In the ever-changing world of digital technology, the only way to keep up-to-date is to look ahead. In his position as senior vice president and chief technology officer of DXC Technology (NYSE: DXC), a big part of Dan Hushon’s job is to gaze into the future to help strategically guide clients, partners and the company. That’s why Hushon has released his list of the most important digital business trends for 2018.
SVP & Chief Technology Officer, DXC Technology
For DXC, anticipating and executing new strategies to help clients harness innovation to transform is a major part its business. So it should come as no surprise that many of Hushon’s predictions are focused on enhancing and optimizing performance and productivity.
“To me, the really simple thing that’s going on with digital transformation is increasing the value and velocity of information across every business,” says Hushon, who was chief technologist at EMC Corp. and Sun Microsystems prior to joining CSC, which merged with the enterprise services business of Hewlett Packard Enterprise (NYSE: HPE) last year to form DXC Technology.
Hushon says the six most important priorities for enterprise technology in 2018 are re-platforming business; finding digital talent; harnessing “data exhaust” to measure and enhance business performance; using technology to build cyber resilience; creating digital extensions of your business; and optimizing artificial intelligence and machine learning.
“When we talk about digital, we’re really just talking about information,” Hushon says. “Working with the right information helps you to make better business decisions faster to improve outcomes for clients, partners and employees. That’s what companies are looking for. Because they’re beginning to recognize they’ve got a culture that doesn’t actually share information or work at speed. Instead, many companies have multiple silos of information and little urgency.”
The key to retooling companies to better share and use information starts with what Hushon calls “re-platforming.” For most companies, that process begins with the migration of IT workloads to cloud-based platform services. But many of those companies have yet to leverage this new foundation to enhance their business technology. For those companies, the time has come, says Hushon. New digital platform developments now let non-IT players access data and update workflows and collaborate in ways that immediately improve productivity and profitability.

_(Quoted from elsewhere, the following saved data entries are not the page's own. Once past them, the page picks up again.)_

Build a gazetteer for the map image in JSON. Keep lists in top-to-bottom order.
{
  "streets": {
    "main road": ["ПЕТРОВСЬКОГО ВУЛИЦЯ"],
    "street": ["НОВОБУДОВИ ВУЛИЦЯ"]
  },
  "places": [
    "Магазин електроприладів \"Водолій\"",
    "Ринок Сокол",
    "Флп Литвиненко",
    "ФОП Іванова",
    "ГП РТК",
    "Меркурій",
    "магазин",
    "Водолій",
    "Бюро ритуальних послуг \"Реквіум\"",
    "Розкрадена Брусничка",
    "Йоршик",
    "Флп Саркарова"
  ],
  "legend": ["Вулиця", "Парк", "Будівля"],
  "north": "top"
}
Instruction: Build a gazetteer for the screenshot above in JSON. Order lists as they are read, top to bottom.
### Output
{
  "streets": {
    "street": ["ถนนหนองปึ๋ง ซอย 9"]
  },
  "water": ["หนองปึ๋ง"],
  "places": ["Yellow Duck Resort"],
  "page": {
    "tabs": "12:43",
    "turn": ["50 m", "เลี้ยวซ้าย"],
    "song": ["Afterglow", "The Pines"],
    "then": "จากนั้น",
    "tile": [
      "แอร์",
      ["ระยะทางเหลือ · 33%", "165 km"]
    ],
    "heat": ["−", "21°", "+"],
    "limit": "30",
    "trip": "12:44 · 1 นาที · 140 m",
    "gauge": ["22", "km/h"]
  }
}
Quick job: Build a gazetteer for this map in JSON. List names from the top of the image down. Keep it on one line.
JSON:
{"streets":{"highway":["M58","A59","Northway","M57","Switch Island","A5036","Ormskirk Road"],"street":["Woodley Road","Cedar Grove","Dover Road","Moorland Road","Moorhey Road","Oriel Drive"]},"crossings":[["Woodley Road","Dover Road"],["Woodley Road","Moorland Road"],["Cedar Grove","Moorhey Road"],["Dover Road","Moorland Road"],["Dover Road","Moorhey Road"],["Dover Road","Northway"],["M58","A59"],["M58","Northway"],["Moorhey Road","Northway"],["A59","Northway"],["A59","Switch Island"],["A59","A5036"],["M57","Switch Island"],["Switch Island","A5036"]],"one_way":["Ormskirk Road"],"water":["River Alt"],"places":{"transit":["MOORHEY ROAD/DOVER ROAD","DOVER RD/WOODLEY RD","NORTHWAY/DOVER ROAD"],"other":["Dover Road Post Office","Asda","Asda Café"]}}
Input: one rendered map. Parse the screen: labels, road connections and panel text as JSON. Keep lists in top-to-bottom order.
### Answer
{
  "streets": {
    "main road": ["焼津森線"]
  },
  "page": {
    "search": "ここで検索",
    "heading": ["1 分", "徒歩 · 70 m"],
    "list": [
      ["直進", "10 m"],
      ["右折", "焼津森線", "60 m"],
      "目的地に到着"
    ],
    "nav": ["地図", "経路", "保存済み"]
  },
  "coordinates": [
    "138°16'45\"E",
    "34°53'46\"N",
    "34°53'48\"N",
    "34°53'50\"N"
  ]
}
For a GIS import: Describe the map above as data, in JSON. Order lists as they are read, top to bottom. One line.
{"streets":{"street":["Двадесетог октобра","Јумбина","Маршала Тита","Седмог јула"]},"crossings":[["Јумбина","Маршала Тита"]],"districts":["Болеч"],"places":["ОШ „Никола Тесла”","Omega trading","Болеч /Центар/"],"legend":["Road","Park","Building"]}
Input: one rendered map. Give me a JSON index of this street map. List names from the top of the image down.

“What really defines these platforms are new interfaces between the digital technologies and the business itself,” Hushon says, noting that new operational technology allows companies to quickly code and drop in custom features that can be instantly evaluated and updated. “The business can look at the data and say, ‘What do I do next to improve this process?’ This presents the opportunity to impact the business in terms of productivity, agility, performance and security.”
The ability to generate, access and manipulate data and processes on these platforms gives employees more opportunities to use data to impact business, says Hushon. As a result, software development and information analytics have become critical skills.
“Businesses are always looking to do more with less,” says Hushon. “So a productive employee who brings insights out of big data or analytics from machine learning or AI, or rapidly delivers a new function feature to the business, or helps employees exchange information with lower friction — these people are going to be in high demand.”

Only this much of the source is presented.